Don't use WaitCommEvent. You can call ReadFile even when there is no data waiting.
Use SetCommTimeouts to make ReadFile itself timeout, instead of building a timeout on the inter-thread communications.
Change the delay in the WaitForSingleObject call to 5000 or 10000 and I bet your problem frequency goes way down.
Edwin's answer is also valid. The spawned thread does not die because you closed the thread handle.
There is no guarantee that the ReadPort thread has even started by the time you are timing out. Windows takes a LONG time to start a thread.
Here are some suggestions:
You never check the return value of beginthreadex. How do you know the thread started?

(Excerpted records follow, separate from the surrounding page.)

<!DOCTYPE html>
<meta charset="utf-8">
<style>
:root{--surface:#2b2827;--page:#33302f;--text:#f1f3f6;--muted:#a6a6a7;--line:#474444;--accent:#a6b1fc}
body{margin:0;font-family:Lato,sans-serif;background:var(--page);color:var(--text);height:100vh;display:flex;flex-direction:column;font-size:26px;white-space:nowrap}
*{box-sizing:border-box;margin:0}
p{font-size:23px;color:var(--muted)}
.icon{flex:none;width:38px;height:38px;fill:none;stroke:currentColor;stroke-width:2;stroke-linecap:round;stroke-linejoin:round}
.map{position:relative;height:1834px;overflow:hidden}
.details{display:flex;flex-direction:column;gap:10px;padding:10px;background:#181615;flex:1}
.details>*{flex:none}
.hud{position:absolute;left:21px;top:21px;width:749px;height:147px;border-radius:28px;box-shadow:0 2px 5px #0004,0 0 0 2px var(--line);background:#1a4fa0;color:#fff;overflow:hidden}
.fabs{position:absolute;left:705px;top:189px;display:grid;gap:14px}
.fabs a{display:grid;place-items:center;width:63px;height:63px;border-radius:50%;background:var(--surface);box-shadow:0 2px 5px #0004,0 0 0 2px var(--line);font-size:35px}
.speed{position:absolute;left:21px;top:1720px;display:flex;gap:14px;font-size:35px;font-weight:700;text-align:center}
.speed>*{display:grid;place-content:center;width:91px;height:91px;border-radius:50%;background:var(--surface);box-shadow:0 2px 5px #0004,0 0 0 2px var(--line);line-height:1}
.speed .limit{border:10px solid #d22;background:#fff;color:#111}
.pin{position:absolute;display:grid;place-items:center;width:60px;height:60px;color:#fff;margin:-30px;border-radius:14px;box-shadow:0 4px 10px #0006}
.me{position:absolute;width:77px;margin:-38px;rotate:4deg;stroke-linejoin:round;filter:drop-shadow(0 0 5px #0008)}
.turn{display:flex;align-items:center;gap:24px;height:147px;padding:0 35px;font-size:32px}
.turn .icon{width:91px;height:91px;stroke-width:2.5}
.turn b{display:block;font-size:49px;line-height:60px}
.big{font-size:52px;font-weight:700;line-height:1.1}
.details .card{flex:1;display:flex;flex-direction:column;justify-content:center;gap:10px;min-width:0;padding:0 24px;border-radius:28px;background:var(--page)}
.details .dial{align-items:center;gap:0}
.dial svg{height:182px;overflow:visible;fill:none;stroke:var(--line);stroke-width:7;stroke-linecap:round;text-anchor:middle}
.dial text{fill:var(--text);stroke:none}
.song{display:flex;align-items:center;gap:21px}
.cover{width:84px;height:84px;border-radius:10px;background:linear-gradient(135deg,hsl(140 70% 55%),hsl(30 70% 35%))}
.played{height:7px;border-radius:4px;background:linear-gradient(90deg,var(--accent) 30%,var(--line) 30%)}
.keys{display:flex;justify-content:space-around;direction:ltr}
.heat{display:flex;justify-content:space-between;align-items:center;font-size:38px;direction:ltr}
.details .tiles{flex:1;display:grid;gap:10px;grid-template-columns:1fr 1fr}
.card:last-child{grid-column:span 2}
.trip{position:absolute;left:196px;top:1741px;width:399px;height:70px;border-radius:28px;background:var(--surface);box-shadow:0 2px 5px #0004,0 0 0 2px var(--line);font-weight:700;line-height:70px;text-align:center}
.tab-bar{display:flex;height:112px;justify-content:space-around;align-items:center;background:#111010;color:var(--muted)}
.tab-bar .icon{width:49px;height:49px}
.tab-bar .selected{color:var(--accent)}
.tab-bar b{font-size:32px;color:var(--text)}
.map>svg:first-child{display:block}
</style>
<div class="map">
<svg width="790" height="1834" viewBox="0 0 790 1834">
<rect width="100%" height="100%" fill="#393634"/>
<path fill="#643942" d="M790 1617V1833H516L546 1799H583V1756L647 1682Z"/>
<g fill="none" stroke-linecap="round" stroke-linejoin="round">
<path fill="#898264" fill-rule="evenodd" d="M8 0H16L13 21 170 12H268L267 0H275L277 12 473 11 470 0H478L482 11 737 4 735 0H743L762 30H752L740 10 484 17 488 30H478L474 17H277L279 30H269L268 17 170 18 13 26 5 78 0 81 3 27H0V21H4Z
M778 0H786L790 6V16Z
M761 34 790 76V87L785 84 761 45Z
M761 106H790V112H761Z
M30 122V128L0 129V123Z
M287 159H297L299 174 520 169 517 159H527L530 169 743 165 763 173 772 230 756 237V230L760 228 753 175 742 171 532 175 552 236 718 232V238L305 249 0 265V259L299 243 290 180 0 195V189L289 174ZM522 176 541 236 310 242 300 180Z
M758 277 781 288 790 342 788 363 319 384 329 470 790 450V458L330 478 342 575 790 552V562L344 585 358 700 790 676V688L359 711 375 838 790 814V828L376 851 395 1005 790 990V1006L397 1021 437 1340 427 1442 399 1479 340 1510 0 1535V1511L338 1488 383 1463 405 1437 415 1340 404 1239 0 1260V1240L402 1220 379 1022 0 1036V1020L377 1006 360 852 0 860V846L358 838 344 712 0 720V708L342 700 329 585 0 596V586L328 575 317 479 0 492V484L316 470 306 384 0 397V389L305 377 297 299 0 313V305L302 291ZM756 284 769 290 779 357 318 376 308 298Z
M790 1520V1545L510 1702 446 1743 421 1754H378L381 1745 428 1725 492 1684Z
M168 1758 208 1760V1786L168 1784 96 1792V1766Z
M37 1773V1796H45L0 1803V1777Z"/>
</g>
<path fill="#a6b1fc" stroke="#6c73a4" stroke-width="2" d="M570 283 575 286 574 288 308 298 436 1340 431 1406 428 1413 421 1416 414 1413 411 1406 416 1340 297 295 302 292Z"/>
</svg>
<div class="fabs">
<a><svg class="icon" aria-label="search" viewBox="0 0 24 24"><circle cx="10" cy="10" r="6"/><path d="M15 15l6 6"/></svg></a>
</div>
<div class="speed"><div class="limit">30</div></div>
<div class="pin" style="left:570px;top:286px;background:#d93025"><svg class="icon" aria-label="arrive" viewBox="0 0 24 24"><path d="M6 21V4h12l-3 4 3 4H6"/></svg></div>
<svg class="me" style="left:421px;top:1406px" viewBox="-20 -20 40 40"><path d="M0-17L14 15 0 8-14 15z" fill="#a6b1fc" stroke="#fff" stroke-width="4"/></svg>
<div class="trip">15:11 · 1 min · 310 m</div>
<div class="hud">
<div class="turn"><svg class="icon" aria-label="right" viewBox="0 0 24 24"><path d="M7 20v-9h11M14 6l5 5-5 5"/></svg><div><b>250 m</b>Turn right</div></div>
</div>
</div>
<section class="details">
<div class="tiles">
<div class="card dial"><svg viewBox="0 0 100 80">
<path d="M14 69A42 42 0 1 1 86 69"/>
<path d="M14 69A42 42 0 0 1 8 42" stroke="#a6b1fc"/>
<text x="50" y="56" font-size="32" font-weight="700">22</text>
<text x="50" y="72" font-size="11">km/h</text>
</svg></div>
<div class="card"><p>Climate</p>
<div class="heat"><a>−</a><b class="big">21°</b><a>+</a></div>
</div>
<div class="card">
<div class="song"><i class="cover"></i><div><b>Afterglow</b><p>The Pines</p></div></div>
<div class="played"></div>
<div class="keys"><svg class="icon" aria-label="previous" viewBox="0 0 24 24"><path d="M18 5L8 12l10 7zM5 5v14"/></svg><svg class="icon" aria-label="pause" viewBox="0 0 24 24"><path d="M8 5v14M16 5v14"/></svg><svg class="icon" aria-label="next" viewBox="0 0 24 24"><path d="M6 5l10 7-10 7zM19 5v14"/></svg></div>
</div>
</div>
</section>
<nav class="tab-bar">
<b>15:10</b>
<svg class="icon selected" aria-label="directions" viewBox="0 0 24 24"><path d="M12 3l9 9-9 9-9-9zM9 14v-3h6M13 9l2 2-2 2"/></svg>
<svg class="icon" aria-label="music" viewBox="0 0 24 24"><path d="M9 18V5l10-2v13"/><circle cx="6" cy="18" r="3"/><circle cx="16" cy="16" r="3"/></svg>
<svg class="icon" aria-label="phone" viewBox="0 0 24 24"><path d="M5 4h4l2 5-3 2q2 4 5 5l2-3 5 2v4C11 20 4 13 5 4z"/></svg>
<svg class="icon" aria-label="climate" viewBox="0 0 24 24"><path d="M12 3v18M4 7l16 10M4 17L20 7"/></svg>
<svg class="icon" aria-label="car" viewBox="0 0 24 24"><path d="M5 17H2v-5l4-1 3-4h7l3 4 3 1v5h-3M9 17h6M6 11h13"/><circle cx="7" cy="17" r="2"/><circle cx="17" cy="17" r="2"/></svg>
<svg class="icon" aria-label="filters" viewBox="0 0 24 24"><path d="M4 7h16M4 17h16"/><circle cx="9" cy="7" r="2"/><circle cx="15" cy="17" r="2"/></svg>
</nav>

Use whatever synchronization method with which you are comfortable to sync the ReadPort thread startup with StartReadThread. It could be as simple as an integer flag that ReadPort sets to 1 when its ready to work. Then the main thread can start its true waiting at that point. Otherwise you'll never know short of using a debugger what's happening between the 2 threads. Do not time out from the call to WaitForSingleObject in StartReadThread until your sync method indicates that ReadPort is working.
You should not use strcpy to copy the bytes received from the serial port with ReadFile. ReadFile tells you how many bytes it read. Use that value and memcpy to fill the buffer.
Look here and here for info on how to have ReadFile time out so your reads are not indefinite. Blocking forever on Windows is a recipe for disaster as it can cause zombie processes you cannot kill, among other problems.
You communicate no status to StartReadThread about what happened in the ReadPort thread. How do you know how many bytes ReadPort placed into szBuff? To get the theads exit code, use GetExitCodeThread. Documented here. Note that you cannot use GetExitCodeThread if you've closed the thread handle.
In your calling thread after a timeout you close the threadhandle. This will only stop you from using the handle. The worker thread however is still running. You should use a loop which waits again.